EXERCISE » Go through the entries below and copy each line containing the word "lines".

:: DATA ::

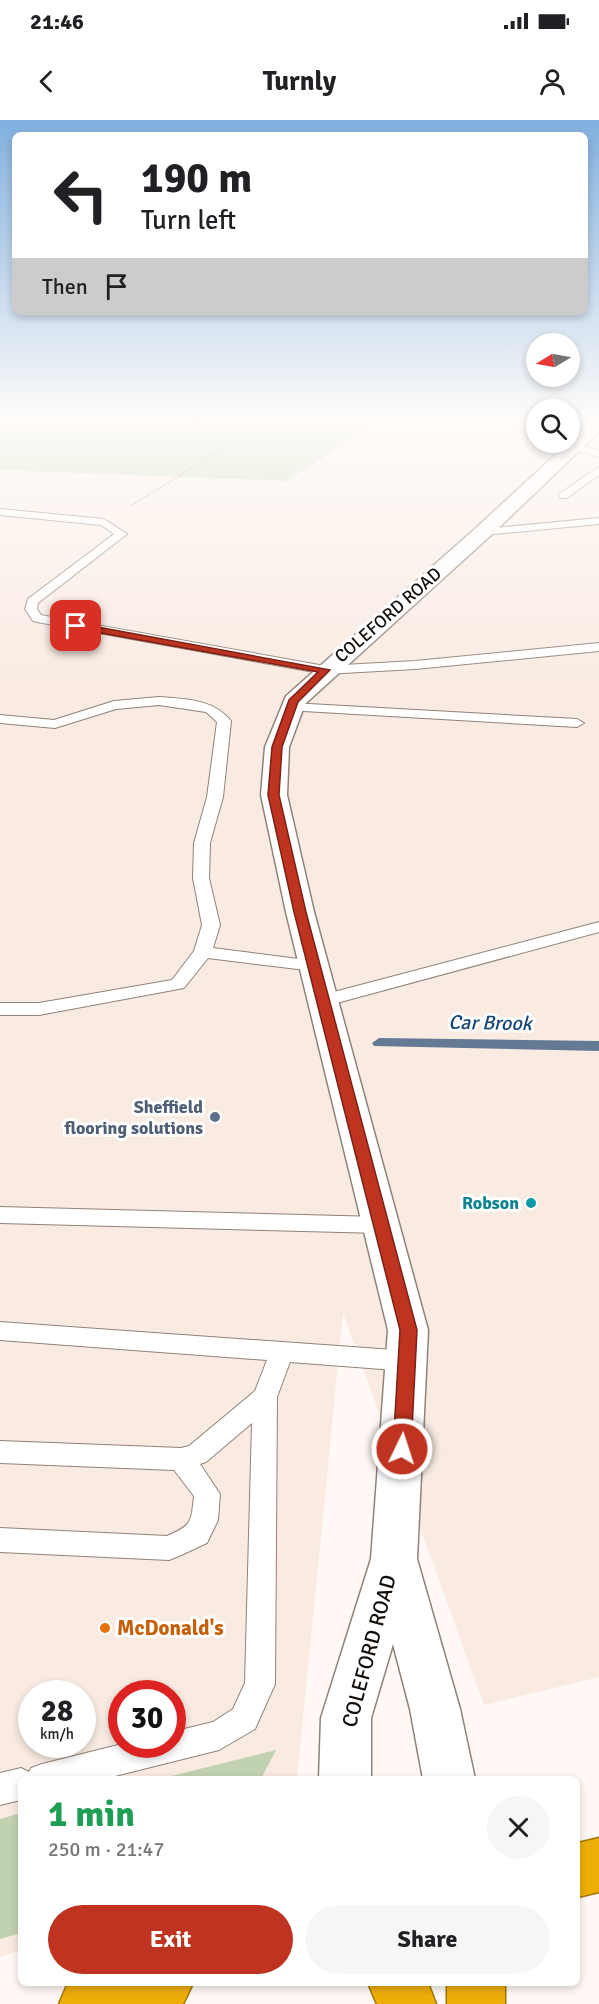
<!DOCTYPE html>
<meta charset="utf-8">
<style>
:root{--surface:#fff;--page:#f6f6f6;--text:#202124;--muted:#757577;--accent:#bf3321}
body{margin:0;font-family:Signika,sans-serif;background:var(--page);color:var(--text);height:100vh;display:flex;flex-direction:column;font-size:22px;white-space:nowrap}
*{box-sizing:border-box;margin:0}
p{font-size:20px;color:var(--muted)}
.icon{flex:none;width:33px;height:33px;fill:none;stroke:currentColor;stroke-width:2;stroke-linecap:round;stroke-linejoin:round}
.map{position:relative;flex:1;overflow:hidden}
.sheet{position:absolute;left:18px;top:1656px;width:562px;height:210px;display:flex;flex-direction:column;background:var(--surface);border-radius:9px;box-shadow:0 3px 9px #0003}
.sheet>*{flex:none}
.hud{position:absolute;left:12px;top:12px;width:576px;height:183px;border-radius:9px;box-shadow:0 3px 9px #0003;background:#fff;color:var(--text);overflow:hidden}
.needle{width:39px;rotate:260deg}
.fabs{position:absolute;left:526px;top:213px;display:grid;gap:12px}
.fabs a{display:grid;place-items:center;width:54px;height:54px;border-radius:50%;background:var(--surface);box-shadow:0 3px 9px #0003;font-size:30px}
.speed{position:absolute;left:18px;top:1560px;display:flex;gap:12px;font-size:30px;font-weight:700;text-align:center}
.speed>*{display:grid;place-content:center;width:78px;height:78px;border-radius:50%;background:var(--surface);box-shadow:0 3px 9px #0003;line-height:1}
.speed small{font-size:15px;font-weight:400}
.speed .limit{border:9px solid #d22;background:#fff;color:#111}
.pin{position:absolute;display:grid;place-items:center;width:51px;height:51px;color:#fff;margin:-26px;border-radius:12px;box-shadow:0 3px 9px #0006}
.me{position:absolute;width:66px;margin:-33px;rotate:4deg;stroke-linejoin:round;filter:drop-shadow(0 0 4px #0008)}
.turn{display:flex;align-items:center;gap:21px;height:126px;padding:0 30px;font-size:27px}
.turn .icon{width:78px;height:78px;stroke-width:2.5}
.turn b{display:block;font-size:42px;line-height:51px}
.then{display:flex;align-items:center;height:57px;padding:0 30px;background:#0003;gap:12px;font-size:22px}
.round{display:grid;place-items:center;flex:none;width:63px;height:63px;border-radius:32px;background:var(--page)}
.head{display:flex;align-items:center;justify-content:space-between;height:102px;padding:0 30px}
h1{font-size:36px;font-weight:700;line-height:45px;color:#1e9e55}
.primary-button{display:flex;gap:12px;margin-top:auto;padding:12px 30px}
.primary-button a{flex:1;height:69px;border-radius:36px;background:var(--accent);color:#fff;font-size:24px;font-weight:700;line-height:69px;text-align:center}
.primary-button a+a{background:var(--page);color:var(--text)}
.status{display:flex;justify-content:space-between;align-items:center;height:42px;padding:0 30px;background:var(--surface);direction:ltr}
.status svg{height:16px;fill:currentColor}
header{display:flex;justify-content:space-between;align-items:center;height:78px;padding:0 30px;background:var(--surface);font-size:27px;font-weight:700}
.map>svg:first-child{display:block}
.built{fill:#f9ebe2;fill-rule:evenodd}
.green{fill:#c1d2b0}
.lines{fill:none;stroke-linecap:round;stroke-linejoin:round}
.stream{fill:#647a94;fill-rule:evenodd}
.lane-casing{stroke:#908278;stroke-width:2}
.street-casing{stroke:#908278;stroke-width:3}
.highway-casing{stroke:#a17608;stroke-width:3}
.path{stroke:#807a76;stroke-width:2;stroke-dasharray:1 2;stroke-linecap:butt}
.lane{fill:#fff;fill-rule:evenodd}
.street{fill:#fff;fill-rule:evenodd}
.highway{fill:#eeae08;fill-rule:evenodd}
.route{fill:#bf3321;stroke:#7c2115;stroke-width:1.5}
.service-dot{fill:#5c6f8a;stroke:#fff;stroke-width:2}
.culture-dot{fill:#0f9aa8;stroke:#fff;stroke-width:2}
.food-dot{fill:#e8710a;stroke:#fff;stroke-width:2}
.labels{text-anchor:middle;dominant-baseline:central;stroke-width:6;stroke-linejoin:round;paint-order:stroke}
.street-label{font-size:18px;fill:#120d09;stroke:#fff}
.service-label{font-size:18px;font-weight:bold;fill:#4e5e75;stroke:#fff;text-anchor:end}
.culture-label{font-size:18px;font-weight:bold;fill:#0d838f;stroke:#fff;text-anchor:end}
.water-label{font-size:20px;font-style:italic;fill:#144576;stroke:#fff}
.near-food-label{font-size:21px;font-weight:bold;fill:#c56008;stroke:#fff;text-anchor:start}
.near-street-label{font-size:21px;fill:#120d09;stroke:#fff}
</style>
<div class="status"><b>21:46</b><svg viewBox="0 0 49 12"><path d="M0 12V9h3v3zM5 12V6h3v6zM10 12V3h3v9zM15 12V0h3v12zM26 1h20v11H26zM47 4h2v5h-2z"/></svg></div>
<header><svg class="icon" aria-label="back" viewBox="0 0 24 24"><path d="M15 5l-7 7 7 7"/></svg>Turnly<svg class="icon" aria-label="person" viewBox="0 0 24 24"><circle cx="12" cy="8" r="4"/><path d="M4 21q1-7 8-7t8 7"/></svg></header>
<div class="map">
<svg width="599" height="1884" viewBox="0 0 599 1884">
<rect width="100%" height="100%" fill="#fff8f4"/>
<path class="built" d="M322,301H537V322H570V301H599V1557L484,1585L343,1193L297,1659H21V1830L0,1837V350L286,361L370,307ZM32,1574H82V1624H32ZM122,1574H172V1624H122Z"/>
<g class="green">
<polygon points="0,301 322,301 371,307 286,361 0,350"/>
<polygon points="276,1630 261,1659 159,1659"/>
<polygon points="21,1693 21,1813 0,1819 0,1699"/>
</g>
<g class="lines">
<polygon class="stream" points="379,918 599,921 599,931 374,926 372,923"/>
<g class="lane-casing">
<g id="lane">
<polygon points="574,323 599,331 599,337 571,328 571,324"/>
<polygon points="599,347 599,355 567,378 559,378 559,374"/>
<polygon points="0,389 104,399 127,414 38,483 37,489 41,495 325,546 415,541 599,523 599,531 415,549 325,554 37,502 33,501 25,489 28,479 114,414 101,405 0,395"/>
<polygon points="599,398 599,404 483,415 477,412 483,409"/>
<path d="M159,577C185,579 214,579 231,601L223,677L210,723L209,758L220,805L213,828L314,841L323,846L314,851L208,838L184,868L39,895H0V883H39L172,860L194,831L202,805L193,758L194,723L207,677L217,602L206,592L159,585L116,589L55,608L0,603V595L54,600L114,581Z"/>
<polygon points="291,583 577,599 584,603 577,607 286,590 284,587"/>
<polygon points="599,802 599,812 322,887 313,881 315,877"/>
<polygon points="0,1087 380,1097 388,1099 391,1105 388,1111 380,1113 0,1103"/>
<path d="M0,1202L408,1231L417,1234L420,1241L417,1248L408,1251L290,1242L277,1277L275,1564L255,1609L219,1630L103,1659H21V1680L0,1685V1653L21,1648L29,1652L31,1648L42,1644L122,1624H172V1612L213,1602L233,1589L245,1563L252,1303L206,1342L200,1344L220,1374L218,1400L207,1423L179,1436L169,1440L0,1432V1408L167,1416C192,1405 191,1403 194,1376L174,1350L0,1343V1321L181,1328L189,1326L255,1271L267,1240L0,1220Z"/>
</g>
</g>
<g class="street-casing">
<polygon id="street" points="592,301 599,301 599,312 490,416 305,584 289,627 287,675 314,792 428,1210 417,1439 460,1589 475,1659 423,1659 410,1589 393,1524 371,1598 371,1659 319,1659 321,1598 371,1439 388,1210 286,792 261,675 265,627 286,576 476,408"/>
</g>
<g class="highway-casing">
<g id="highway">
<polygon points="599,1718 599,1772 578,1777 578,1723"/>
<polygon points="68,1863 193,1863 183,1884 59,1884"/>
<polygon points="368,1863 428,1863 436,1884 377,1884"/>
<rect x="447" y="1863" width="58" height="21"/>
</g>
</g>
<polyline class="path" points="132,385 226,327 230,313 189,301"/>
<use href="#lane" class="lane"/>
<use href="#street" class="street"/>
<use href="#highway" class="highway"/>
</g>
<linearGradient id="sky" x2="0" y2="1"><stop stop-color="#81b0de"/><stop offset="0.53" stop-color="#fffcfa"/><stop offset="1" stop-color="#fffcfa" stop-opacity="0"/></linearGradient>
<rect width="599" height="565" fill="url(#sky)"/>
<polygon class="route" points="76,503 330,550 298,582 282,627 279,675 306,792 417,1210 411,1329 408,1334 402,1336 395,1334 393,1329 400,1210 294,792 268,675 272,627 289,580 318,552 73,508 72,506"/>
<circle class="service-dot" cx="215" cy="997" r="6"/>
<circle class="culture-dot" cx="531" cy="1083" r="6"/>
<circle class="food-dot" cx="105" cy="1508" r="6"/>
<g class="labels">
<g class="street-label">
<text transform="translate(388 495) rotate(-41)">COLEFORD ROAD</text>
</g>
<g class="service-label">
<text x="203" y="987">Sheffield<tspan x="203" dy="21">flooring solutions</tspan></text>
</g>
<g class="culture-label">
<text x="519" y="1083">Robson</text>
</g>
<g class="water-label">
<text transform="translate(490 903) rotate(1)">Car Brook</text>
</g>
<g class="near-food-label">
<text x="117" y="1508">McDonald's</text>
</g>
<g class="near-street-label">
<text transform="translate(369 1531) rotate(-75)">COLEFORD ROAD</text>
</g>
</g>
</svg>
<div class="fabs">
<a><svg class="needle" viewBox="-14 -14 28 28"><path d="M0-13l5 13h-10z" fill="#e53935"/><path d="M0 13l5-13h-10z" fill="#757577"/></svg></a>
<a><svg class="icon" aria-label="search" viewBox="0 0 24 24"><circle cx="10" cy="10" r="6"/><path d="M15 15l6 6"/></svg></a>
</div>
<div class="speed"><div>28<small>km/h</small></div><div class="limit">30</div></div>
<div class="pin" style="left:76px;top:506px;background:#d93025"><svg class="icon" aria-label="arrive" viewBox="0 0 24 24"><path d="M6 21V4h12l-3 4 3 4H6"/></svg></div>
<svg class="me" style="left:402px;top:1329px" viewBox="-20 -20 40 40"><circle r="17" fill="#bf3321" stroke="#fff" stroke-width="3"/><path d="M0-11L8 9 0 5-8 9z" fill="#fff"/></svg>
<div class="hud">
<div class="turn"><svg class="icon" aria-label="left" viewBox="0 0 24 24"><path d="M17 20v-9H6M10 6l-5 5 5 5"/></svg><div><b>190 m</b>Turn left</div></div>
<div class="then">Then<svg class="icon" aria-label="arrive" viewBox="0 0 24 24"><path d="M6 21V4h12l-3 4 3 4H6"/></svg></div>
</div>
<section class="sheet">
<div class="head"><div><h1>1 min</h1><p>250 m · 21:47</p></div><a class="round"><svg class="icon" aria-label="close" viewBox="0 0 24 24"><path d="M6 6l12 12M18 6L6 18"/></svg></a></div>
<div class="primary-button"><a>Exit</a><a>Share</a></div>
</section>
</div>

:::

YOUR RESPONSE »
.lines{fill:none;stroke-linecap:round;stroke-linejoin:round}
<g class="lines">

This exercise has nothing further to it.